§ **Aim of the task**:
Copy all lines below containing "this".

Dataset entries:

Start of Block

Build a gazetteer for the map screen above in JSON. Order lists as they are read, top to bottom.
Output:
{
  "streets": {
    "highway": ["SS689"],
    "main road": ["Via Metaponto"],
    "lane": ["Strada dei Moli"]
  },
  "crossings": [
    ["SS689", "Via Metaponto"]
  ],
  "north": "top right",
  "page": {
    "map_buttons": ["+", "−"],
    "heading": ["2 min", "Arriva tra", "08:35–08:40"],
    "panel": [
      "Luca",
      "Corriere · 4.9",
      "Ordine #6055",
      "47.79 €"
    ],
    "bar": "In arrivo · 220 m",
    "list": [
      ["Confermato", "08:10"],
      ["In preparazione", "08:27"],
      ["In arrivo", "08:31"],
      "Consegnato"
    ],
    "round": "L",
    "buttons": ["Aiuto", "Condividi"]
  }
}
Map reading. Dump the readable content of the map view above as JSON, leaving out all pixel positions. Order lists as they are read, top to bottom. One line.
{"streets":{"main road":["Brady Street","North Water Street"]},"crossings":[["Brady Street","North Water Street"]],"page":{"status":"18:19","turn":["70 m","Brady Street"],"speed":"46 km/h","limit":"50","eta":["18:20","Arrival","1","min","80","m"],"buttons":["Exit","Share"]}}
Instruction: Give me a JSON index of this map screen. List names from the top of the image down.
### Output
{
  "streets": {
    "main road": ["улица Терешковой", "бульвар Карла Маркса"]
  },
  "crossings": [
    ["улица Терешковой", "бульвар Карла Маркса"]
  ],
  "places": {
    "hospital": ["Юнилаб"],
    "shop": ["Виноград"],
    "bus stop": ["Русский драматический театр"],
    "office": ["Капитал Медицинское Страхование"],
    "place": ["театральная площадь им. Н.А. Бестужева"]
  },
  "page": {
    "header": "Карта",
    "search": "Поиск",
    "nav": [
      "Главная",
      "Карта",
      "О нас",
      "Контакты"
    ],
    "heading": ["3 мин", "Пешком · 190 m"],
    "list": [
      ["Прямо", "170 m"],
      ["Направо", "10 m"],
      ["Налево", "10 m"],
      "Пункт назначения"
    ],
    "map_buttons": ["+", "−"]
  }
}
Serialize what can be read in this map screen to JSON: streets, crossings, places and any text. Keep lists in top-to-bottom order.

End of Block

§ **Result**:
Instruction: Give me a JSON index of this map screen. List names from the top of the image down.
Serialize what can be read in this map screen to JSON: streets, crossings, places and any text. Keep lists in top-to-bottom order.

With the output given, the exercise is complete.